WORK TO COMPLETE
Beginning at the line that contains "4l9 5-9 5-9-5zM3", write out every line down to the end of the records, with both ends kept and nothing added.

Segment Open

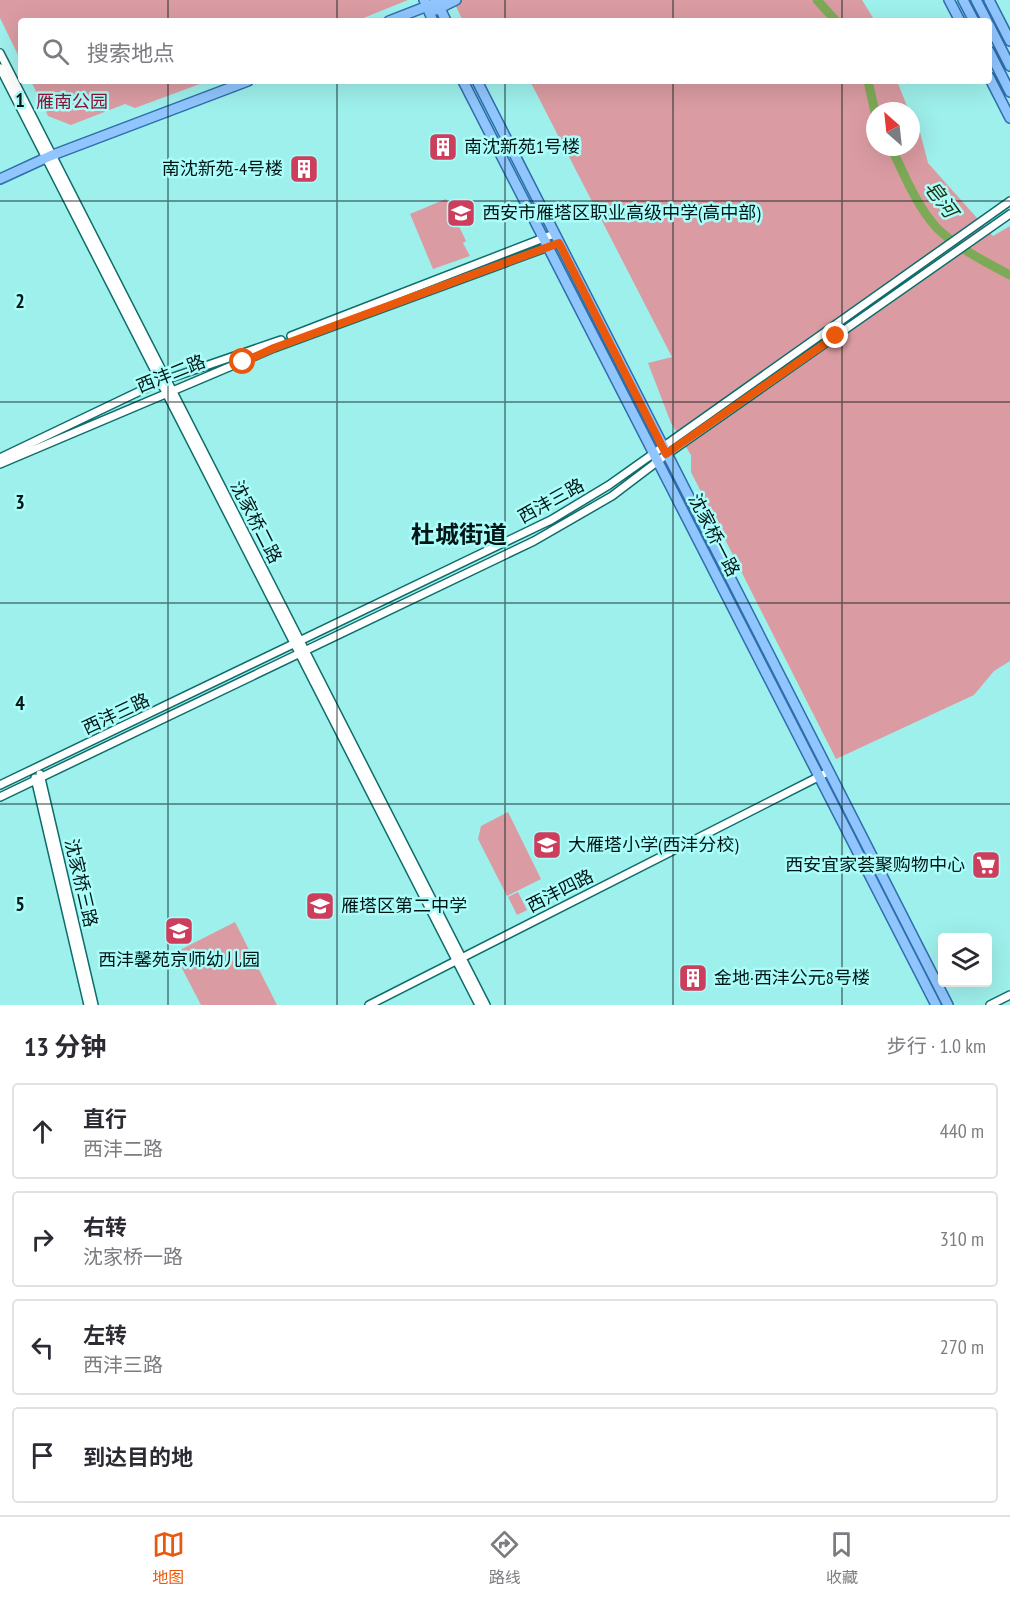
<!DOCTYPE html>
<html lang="zh">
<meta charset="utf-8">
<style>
:root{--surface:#fff;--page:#f2f2f3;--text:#2b2b33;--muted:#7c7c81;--line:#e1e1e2;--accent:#ea580c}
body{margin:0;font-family:"PT Sans Narrow","Noto Sans SC",sans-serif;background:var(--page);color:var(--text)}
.controls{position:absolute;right:18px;bottom:18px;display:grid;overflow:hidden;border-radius:6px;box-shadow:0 6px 24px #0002}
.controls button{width:54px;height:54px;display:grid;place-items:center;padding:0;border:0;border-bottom:2px solid var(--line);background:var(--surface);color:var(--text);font:30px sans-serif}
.compass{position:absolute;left:866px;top:102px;width:54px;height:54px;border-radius:50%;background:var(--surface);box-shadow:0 6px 24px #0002;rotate:333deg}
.stop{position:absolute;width:18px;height:18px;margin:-14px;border:4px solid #ea580c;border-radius:50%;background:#fff}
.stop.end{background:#ea580c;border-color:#fff;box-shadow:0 2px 6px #0008}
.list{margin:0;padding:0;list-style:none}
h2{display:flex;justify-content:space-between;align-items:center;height:78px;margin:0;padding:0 24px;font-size:26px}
h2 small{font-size:20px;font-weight:400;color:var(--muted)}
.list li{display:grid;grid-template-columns:39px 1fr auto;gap:18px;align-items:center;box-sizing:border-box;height:96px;margin:0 12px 12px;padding:0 12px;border:2px solid var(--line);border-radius:6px}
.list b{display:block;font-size:22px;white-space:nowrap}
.list p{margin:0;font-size:20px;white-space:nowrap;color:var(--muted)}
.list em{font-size:20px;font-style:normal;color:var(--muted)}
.icon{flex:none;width:33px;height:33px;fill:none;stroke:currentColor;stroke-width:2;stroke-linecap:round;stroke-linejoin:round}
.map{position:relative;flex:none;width:1010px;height:1005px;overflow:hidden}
.search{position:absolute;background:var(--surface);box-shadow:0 6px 24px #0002;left:18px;right:18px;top:18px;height:66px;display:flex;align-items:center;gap:15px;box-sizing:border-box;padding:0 21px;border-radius:6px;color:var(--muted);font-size:22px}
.sheet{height:510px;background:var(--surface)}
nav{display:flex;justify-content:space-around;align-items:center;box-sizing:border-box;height:84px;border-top:2px solid var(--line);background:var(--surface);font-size:16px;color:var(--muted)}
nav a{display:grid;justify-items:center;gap:3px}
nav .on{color:var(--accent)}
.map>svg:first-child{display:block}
.green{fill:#da9ca2}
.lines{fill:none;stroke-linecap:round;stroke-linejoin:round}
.river{stroke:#7daa57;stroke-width:9}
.minor-casing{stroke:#0e6d6b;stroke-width:10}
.major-casing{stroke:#2e6eab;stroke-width:12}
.minor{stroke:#fff;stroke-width:7}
.major{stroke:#90c5fd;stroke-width:9}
.route{stroke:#ea580c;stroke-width:8}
.grid{fill:none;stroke:#001616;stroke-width:1.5;stroke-opacity:0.55}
.labels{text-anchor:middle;stroke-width:5;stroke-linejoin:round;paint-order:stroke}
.park-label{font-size:18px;fill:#8e1536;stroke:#abfdfa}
.poi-label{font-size:18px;fill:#001616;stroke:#abfdfa;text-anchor:start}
.street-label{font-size:18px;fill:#001616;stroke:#abfdfa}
.water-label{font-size:20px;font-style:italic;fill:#20320f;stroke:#abfdfa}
.district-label{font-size:24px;font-weight:bold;fill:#001616;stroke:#abfdfa}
.grid-label{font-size:20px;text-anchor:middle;font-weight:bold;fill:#001616;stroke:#abfdfa;stroke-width:5;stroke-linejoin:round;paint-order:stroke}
</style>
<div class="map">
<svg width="1010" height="1005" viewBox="0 0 1010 1005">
<rect width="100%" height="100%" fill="#9ef0ec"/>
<path class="green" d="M0 0H408L356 21H21V61L0 18Z
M453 0H862L875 21H463Z
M31 81H208L135 108 125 104 71 125 48 116Z
M530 81H897L909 111H875V147H911V114L919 128 928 163 993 236 1010 226V661L994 671 974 695 836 759 691 472V455L671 423 648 363 672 357Z
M446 199 466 241 463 243 470 256 433 269 410 214Z
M508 812 541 879 507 896 478 839 481 826Z
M518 892 527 910 517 915 508 897Z
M235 922 277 1005H201L174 953Z"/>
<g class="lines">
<path class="river" d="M817 0 836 21
M868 81 875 112
M891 147C904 174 916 205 936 227 954 246 987 263 1010 275"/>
<g class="minor-casing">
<path id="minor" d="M0 53 486 1005
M0 68 479 1005
M291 336 554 234
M0 458 159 382 281 340
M0 464 274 348 559 243
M40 774 94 1005
M35 778 88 1005
M0 785 551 520 609 485 1010 201
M0 797 534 541 612 496 666 455 1010 214
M369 1005 828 772
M990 1005 1010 995"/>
</g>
<g class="major-casing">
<path id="major" d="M424 0 433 21
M949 0 960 21
M963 0 974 21
M976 0 987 21
M989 0 1010 41
M438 4 446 21
M436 10 456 0
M389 21 443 0
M989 25 1010 66
M989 51 1010 92
M989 77 1010 118
M463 81 936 1005
M477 81 948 1005
M0 179 50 156 248 81"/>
</g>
<use href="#minor" class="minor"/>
<use href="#major" class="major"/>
</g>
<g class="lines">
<path class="route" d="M243 362 274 348 559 243 666 454 836 336"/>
</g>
<path class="grid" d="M168 0V21M337 0V21M505 0V21M673 0V21M842 0V21M168 81V1005M337 81V1005M505 81V1005M673 81V1005M842 81V1005M0 201H1010M0 402H1010M0 603H1010M0 804H1010"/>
<defs>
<g id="building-square" transform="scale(1.5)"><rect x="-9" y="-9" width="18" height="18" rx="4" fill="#cd3d5c" stroke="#abfdfa"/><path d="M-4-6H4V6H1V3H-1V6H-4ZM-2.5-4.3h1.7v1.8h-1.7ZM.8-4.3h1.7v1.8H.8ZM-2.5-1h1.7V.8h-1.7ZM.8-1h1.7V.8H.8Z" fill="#fff"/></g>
<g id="school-square" transform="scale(1.5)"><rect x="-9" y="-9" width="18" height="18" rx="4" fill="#cd3d5c" stroke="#abfdfa"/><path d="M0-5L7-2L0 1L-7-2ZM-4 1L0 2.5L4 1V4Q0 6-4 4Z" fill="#fff"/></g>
<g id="supermarket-square" transform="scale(1.5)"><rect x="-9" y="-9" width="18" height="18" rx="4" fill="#cd3d5c" stroke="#abfdfa"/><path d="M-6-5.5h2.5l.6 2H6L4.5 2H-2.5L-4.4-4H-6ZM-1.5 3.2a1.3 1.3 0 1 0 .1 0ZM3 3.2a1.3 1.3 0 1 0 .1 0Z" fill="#fff"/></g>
</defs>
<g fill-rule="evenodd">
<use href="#building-square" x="443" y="147"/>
<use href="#building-square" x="304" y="169"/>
<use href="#school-square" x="461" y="213"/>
<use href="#school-square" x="547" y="845"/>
<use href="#supermarket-square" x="986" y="865"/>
<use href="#school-square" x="320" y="906"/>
<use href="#school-square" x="179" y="931"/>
<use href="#building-square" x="693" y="978"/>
</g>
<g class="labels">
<g class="park-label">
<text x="72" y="108">雁南公园</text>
</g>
<g class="poi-label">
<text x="464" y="153">南沈新苑1号楼</text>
<text x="283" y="175" text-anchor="end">南沈新苑-4号楼</text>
<text x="482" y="219">西安市雁塔区职业高级中学(高中部)</text>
<text x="568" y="851">大雁塔小学(西沣分校)</text>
<text x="965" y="871" text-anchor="end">西安宜家荟聚购物中心</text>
<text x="341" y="912">雁塔区第二中学</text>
<text x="179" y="966" text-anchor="middle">西沣馨苑京师幼儿园</text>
<text x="714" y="984">金地·西沣公元8号楼</text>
</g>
<g class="street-label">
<text transform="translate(171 374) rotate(-22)" y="6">西沣二路</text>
<text transform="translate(551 501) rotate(-29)" y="6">西沣三路</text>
<text transform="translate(256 522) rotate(63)" y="6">沈家桥二路</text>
<text transform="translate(714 535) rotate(63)" y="6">沈家桥一路</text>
<text transform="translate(116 714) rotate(-25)" y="6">西沣三路</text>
<text transform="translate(81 883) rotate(77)" y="6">沈家桥三路</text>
<text transform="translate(560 891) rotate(-27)" y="6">西沣四路</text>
</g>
<g class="water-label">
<text transform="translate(941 199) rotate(54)" y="7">皂河</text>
</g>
<g class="district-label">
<text x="459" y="543">杜城街道</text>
</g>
</g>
<g class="grid-label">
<text x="20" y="107">1</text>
<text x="20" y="308">2</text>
<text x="20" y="509">3</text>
<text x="20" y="710">4</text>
<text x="20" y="911">5</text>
</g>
</svg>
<div class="controls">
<button><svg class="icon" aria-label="layers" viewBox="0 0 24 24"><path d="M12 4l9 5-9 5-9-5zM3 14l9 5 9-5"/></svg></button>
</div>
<svg class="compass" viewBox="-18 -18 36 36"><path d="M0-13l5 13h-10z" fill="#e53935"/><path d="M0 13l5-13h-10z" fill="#7c7c81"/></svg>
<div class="stop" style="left:243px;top:362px"></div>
<div class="stop end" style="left:836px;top:336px"></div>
<div class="search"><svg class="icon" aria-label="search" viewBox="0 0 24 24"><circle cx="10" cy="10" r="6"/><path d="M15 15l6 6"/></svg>搜索地点</div>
</div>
<section class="sheet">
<h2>13 分钟<small>步行 · 1.0 km</small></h2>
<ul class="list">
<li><svg class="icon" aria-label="ahead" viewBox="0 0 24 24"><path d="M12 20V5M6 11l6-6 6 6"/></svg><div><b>直行</b><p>西沣二路</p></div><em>440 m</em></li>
<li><svg class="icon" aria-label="right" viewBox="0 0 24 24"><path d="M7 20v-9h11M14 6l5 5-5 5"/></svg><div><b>右转</b><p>沈家桥一路</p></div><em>310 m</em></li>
<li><svg class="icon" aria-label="left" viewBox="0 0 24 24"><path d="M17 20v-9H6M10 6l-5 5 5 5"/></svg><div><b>左转</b><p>西沣三路</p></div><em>270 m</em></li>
<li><svg class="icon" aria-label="arrive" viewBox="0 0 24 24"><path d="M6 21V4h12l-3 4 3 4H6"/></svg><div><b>到达目的地</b></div></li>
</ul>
</section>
<nav>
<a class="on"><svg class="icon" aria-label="map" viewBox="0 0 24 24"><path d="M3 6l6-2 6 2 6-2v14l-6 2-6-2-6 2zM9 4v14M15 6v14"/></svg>地图</a>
<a><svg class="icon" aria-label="directions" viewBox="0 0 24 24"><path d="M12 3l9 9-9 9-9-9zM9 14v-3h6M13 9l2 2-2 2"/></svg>路线</a>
<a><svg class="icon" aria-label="saved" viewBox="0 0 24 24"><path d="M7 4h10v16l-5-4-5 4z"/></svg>收藏</a>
</nav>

Segment Closed

SOLUTION TO THIS TASK
<button><svg class="icon" aria-label="layers" viewBox="0 0 24 24"><path d="M12 4l9 5-9 5-9-5zM3 14l9 5 9-5"/></svg></button>
</div>
<svg class="compass" viewBox="-18 -18 36 36"><path d="M0-13l5 13h-10z" fill="#e53935"/><path d="M0 13l5-13h-10z" fill="#7c7c81"/></svg>
<div class="stop" style="left:243px;top:362px"></div>
<div class="stop end" style="left:836px;top:336px"></div>
<div class="search"><svg class="icon" aria-label="search" viewBox="0 0 24 24"><circle cx="10" cy="10" r="6"/><path d="M15 15l6 6"/></svg>搜索地点</div>
</div>
<section class="sheet">
<h2>13 分钟<small>步行 · 1.0 km</small></h2>
<ul class="list">
<li><svg class="icon" aria-label="ahead" viewBox="0 0 24 24"><path d="M12 20V5M6 11l6-6 6 6"/></svg><div><b>直行</b><p>西沣二路</p></div><em>440 m</em></li>
<li><svg class="icon" aria-label="right" viewBox="0 0 24 24"><path d="M7 20v-9h11M14 6l5 5-5 5"/></svg><div><b>右转</b><p>沈家桥一路</p></div><em>310 m</em></li>
<li><svg class="icon" aria-label="left" viewBox="0 0 24 24"><path d="M17 20v-9H6M10 6l-5 5 5 5"/></svg><div><b>左转</b><p>西沣三路</p></div><em>270 m</em></li>
<li><svg class="icon" aria-label="arrive" viewBox="0 0 24 24"><path d="M6 21V4h12l-3 4 3 4H6"/></svg><div><b>到达目的地</b></div></li>
</ul>
</section>
<nav>
<a class="on"><svg class="icon" aria-label="map" viewBox="0 0 24 24"><path d="M3 6l6-2 6 2 6-2v14l-6 2-6-2-6 2zM9 4v14M15 6v14"/></svg>地图</a>
<a><svg class="icon" aria-label="directions" viewBox="0 0 24 24"><path d="M12 3l9 9-9 9-9-9zM9 14v-3h6M13 9l2 2-2 2"/></svg>路线</a>
<a><svg class="icon" aria-label="saved" viewBox="0 0 24 24"><path d="M7 4h10v16l-5-4-5 4z"/></svg>收藏</a>
</nav>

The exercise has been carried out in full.